Aim of the exercise:
After finding the line with "c.fillStyle = color;" in the entries below, retype exactly each line from there through the line with "const shape = rows", including that final line.

Saved data entries:

---

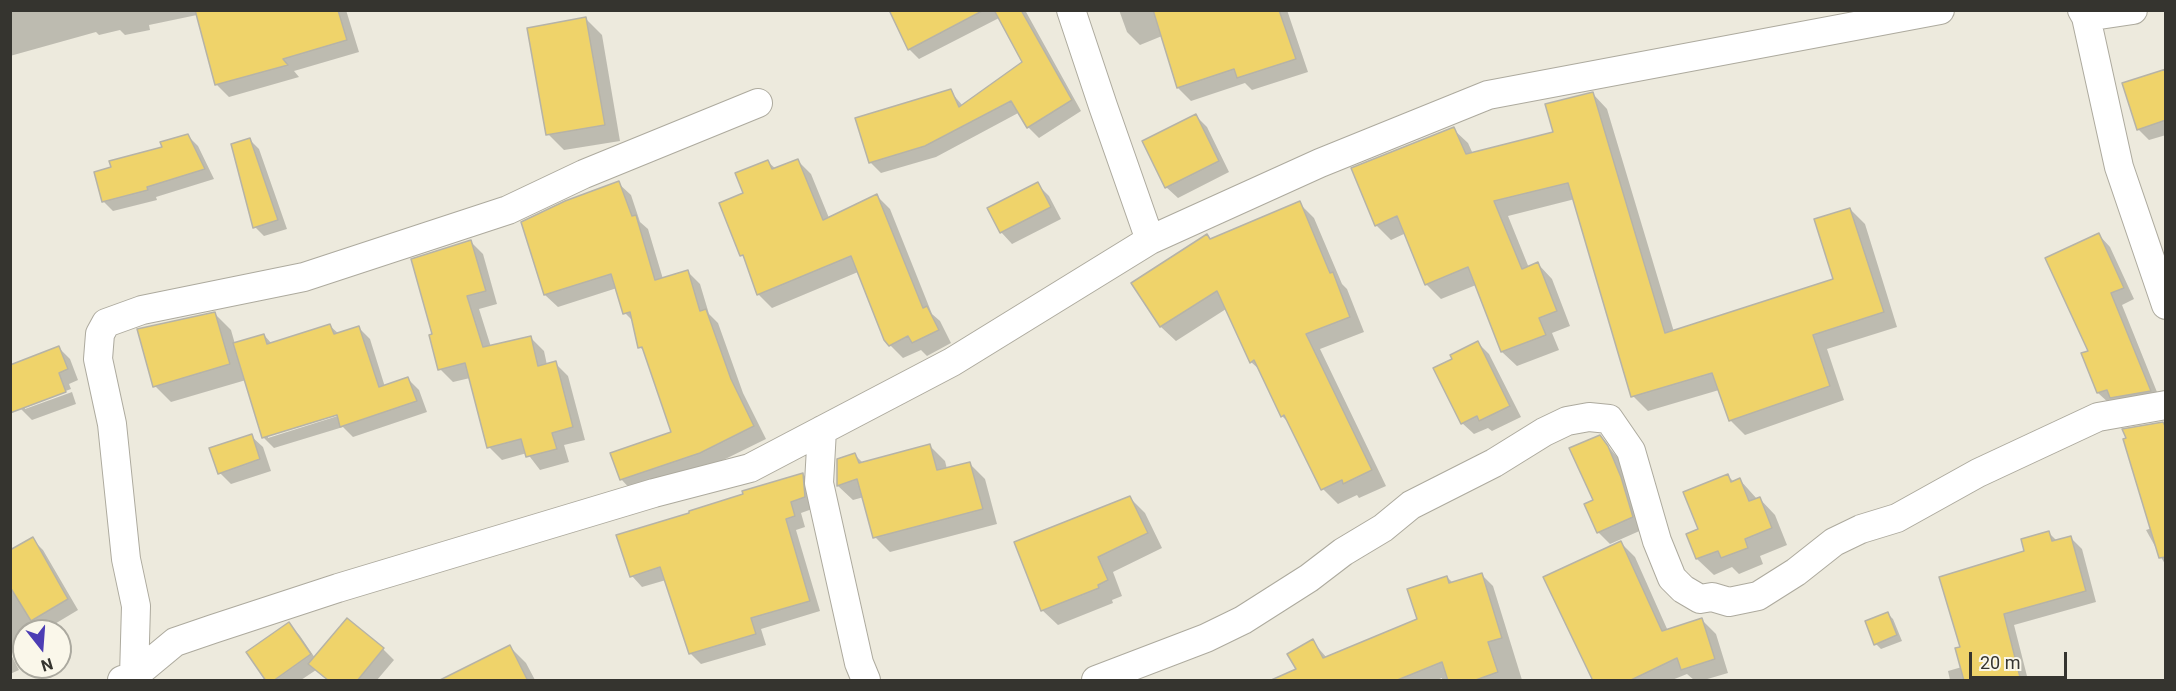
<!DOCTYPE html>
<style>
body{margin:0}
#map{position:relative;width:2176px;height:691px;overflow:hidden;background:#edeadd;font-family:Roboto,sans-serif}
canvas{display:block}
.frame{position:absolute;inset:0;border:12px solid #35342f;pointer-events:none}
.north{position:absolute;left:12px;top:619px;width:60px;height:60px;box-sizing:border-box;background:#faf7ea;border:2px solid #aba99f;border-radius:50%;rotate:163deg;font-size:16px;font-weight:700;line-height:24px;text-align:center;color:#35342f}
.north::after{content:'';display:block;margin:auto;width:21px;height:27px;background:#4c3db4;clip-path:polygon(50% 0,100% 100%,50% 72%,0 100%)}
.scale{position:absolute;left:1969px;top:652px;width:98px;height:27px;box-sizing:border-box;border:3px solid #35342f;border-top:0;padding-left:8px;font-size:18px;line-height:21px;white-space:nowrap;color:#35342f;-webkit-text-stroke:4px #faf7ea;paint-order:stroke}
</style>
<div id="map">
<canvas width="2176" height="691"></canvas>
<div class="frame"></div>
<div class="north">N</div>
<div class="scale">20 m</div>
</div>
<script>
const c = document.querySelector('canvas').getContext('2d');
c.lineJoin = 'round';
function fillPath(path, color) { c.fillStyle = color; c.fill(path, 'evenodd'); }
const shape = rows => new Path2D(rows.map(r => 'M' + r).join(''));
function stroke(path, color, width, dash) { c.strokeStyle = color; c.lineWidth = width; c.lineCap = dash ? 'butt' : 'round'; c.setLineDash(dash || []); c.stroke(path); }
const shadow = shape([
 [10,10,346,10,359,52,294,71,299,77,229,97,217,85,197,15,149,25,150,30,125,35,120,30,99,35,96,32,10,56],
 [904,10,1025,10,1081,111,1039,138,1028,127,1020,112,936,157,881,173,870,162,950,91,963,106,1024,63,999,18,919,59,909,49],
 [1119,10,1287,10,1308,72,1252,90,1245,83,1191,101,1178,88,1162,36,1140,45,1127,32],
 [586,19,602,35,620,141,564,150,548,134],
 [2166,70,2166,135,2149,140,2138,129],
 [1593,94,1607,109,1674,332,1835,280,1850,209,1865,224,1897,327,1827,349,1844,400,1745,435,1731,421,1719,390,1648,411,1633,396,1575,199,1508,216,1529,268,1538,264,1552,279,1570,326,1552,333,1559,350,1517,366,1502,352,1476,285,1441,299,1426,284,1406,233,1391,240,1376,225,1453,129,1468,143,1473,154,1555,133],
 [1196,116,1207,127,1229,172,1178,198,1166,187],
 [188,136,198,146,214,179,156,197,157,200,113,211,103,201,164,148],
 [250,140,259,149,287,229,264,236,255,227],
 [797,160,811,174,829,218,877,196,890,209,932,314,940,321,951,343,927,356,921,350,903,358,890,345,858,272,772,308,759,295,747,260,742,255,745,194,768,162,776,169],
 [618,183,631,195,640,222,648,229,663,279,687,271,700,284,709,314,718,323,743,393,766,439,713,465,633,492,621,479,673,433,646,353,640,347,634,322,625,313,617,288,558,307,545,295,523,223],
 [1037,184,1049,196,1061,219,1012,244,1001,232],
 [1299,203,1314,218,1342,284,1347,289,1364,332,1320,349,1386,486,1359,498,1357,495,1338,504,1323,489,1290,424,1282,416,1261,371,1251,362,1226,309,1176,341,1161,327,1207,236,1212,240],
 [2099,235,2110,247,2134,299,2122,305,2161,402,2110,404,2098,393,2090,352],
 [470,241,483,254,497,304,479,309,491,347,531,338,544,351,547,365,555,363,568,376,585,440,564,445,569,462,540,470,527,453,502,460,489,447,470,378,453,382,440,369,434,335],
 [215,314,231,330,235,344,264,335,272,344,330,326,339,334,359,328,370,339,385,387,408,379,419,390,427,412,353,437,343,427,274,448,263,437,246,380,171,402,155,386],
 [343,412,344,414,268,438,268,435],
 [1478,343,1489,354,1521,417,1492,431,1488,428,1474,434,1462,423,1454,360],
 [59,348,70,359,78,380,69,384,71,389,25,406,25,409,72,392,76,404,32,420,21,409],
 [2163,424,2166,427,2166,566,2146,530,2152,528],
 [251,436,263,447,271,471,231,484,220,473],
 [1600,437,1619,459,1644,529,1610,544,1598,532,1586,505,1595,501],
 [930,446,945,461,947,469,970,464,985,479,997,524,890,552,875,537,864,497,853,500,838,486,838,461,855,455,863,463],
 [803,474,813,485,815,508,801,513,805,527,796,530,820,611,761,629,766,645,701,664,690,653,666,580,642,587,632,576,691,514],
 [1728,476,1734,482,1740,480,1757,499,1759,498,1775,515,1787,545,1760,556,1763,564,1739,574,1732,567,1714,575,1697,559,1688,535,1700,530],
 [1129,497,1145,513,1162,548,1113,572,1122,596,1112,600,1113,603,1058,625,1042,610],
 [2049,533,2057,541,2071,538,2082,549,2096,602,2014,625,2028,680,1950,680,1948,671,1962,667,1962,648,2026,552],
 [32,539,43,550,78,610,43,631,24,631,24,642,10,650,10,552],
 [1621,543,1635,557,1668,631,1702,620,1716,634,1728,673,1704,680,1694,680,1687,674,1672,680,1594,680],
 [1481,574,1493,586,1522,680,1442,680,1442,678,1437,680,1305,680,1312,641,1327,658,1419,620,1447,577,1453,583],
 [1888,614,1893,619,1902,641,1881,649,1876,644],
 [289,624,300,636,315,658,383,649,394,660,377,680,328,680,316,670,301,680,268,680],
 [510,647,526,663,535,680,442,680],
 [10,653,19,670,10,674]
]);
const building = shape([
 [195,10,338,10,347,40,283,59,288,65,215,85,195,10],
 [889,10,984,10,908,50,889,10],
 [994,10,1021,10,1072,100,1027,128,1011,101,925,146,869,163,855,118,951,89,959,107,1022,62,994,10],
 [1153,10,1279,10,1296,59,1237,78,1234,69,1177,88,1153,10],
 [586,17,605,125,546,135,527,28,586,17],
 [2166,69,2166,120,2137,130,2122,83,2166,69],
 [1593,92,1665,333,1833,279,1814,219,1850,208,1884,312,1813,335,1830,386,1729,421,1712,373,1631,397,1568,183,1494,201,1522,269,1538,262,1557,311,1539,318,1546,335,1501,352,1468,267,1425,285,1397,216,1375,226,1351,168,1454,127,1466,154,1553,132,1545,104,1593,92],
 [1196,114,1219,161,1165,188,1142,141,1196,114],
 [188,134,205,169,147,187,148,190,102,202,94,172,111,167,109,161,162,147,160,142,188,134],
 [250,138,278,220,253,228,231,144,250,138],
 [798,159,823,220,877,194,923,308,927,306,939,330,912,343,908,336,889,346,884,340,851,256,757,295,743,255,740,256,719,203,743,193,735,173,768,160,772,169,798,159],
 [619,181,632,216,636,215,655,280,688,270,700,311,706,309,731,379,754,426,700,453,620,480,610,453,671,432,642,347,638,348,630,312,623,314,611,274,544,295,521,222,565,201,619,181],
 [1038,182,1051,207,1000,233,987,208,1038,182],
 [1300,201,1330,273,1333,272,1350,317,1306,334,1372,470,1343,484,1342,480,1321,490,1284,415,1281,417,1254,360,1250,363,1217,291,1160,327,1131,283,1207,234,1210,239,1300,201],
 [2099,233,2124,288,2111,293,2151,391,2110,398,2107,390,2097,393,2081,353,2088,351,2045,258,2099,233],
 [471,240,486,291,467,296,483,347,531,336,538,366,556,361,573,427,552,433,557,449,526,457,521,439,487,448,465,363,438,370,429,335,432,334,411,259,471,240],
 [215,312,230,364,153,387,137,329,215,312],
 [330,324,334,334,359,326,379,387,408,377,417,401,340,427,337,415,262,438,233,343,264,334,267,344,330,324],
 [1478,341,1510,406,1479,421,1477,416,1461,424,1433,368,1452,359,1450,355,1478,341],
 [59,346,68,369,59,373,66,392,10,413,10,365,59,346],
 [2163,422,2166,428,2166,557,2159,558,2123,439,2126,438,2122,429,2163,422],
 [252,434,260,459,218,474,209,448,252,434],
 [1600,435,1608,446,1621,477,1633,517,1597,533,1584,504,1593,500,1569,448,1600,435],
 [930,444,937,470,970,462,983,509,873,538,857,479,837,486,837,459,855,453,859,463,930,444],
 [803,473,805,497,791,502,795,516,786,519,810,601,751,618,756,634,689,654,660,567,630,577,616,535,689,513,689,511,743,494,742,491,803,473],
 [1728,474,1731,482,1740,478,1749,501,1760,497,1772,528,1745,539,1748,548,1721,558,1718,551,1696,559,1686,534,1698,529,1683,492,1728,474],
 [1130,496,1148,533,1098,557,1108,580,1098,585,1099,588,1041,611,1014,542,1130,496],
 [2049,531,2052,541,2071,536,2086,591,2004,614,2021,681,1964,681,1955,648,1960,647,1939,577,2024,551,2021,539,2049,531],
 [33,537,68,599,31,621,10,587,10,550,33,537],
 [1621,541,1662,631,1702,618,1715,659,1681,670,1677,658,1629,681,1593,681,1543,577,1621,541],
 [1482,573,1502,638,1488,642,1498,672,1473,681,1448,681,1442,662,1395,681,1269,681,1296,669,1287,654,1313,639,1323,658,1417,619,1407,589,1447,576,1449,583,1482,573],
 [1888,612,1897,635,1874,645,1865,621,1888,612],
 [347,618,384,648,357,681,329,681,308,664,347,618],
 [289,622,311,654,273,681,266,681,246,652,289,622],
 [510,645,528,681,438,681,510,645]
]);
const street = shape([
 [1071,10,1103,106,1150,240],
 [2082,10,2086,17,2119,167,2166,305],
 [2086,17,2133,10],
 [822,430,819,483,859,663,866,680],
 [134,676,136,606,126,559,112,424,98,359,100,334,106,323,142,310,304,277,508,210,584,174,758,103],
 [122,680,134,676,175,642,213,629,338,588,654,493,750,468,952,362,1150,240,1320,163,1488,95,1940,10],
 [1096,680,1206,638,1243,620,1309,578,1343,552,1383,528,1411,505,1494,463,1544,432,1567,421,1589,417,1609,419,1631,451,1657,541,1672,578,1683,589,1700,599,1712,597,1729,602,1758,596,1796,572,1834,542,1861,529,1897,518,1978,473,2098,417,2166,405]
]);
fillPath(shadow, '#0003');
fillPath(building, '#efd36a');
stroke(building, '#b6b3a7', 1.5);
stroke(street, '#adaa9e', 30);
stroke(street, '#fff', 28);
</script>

---

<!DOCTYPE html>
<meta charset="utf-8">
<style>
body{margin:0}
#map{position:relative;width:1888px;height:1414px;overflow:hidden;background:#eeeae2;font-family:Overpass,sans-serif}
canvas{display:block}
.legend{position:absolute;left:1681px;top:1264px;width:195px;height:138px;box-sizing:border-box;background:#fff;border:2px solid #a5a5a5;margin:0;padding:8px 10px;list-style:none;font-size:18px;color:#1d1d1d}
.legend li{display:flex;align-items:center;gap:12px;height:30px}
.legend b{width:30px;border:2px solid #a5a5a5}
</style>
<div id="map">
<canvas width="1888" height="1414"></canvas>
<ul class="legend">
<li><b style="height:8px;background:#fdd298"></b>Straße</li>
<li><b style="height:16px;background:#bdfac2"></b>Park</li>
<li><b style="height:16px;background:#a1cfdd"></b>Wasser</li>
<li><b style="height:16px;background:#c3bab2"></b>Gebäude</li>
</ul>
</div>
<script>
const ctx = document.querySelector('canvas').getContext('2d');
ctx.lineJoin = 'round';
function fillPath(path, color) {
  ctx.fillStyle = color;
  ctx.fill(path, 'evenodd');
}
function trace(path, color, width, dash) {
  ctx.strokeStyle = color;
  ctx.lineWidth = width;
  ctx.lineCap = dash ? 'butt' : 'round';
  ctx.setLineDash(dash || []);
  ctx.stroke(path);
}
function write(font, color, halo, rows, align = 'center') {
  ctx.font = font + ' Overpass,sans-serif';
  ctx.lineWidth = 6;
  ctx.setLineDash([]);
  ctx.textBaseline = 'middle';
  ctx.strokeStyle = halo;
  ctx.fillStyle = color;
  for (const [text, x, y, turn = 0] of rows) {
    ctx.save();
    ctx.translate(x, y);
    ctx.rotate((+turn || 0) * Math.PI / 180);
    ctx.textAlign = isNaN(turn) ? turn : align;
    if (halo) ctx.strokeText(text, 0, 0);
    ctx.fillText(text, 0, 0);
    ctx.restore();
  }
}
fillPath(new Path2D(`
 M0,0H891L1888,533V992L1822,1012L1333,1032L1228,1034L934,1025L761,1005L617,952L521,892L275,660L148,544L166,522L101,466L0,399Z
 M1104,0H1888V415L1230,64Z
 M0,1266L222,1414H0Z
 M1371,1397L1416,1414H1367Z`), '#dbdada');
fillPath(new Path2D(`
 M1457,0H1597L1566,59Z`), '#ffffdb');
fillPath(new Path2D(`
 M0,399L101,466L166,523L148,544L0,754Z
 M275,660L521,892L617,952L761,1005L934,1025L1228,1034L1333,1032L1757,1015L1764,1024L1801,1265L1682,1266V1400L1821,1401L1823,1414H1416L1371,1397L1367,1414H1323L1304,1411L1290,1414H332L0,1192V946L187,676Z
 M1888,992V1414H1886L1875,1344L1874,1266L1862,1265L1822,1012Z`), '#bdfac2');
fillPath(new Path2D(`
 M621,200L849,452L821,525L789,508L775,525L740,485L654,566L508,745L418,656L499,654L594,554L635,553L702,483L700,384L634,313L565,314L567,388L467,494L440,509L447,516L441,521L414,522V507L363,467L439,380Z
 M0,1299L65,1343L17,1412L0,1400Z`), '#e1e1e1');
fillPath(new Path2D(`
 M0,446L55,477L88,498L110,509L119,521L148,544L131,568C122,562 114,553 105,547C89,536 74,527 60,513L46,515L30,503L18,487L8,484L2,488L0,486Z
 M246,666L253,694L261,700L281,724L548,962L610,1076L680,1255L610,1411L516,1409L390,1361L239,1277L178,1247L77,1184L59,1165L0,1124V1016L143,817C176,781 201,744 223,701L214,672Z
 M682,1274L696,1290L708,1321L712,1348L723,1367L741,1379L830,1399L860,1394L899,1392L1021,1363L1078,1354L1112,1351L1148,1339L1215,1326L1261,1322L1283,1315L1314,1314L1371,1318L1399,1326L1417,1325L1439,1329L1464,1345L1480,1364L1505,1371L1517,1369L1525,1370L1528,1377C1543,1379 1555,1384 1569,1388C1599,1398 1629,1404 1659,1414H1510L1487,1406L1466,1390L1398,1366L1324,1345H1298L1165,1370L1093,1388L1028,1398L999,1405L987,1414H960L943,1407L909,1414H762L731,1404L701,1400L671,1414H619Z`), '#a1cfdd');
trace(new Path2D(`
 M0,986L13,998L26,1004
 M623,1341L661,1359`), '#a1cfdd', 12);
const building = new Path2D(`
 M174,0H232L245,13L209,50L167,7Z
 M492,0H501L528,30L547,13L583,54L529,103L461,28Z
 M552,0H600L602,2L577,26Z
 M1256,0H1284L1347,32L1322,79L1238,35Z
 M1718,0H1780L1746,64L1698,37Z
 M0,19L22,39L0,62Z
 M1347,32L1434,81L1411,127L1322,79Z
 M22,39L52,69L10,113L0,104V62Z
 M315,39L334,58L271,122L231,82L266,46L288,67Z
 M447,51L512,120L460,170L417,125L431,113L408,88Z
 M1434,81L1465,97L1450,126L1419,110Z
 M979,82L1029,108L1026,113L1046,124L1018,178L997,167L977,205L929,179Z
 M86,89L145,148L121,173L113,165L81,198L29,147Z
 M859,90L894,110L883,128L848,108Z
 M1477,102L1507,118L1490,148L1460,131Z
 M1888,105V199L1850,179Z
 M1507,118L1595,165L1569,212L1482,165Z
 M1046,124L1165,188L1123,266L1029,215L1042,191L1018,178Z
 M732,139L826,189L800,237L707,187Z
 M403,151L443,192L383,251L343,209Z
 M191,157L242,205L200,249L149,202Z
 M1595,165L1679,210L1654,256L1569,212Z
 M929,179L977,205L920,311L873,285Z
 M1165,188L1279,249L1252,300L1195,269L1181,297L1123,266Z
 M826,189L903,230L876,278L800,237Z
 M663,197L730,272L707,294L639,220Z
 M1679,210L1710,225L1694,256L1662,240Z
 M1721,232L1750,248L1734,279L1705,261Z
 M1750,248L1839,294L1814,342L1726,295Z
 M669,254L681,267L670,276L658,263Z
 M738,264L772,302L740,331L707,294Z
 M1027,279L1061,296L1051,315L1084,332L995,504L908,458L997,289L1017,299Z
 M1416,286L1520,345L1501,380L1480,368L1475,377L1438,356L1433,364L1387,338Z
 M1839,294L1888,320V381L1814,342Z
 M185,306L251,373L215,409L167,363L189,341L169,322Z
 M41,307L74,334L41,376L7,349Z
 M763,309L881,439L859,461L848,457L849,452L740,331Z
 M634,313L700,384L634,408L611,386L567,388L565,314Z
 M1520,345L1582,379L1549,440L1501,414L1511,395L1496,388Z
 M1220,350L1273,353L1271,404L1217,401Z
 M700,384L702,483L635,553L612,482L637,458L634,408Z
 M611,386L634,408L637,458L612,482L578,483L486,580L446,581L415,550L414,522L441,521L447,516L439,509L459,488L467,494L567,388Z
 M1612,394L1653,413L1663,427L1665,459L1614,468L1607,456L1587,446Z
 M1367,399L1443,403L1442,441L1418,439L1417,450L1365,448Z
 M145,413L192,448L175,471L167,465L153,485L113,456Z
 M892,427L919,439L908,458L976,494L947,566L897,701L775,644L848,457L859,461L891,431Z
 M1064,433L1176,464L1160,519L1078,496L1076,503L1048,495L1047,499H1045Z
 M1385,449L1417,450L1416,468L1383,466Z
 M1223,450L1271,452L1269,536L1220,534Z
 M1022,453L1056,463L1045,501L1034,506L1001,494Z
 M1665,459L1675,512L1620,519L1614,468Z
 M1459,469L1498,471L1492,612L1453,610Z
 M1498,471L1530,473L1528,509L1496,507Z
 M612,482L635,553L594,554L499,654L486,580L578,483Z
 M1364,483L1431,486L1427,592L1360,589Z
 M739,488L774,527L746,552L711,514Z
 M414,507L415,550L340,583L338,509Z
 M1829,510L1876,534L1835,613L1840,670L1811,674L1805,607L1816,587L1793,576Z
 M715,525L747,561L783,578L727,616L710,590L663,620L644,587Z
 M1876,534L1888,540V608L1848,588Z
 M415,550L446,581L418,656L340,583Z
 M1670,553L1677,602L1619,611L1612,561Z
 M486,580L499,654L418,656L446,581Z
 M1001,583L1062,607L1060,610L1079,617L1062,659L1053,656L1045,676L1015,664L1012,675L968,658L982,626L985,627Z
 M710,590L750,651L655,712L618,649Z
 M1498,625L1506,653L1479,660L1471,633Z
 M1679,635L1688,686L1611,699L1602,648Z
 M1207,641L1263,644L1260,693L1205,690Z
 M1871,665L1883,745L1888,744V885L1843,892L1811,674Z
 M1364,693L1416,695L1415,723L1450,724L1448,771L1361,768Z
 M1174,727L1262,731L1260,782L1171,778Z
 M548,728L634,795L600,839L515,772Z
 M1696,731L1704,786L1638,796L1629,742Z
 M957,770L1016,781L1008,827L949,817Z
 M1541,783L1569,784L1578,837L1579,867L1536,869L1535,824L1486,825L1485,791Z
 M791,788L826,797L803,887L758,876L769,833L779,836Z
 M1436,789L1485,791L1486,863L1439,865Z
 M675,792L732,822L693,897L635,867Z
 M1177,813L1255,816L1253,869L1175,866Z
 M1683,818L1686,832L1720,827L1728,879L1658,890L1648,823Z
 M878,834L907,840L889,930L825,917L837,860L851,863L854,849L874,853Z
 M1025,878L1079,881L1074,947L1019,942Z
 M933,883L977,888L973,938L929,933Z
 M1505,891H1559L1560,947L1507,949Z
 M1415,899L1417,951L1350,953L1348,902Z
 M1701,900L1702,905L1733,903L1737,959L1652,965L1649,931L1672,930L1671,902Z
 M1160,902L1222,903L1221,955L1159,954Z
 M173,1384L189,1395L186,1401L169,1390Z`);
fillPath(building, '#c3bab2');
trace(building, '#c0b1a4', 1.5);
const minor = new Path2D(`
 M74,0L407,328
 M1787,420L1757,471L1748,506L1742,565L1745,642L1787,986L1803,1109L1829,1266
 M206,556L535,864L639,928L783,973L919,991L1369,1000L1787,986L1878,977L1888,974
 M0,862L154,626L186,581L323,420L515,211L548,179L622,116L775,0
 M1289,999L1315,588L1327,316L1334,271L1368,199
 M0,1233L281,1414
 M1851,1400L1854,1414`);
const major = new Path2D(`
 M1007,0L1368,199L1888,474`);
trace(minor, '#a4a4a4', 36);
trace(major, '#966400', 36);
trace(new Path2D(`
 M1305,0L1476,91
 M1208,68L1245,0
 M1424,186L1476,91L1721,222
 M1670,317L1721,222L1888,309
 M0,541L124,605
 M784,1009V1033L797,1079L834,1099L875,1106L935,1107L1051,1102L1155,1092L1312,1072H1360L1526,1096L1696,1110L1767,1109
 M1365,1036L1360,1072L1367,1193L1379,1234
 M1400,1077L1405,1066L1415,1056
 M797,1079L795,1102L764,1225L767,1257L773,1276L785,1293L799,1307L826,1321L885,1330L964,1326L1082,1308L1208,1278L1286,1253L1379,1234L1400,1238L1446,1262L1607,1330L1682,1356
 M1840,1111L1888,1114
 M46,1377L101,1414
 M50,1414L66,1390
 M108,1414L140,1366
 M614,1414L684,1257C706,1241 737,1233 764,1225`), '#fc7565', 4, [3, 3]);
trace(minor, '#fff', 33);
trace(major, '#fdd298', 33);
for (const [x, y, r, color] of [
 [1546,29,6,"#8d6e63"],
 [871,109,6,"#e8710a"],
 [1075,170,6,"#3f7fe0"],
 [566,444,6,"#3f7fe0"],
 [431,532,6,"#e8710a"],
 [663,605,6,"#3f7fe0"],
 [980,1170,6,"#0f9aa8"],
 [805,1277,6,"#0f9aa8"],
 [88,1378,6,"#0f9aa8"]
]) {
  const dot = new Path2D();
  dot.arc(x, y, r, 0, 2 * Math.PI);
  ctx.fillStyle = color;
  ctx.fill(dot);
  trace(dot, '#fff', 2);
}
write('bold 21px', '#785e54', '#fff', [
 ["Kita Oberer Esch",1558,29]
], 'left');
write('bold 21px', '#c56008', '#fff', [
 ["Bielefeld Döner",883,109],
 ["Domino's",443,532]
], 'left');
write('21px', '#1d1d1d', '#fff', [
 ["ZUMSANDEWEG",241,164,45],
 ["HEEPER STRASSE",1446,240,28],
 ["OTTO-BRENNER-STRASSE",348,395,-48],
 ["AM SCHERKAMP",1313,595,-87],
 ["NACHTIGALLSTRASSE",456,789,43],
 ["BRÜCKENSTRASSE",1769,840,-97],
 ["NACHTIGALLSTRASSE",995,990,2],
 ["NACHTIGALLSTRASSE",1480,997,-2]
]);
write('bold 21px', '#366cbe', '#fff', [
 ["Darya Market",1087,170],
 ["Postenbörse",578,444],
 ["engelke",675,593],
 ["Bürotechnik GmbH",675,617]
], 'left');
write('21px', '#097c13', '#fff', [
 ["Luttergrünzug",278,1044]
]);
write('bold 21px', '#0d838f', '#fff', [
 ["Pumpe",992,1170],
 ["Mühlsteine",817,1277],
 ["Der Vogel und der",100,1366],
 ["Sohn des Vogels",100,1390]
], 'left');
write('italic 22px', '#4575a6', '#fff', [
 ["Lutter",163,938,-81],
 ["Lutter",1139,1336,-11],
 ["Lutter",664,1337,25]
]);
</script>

---

Answer box:
function fillPath(path, color) { c.fillStyle = color; c.fill(path, 'evenodd'); }
const shape = rows => new Path2D(rows.map(r => 'M' + r).join(''));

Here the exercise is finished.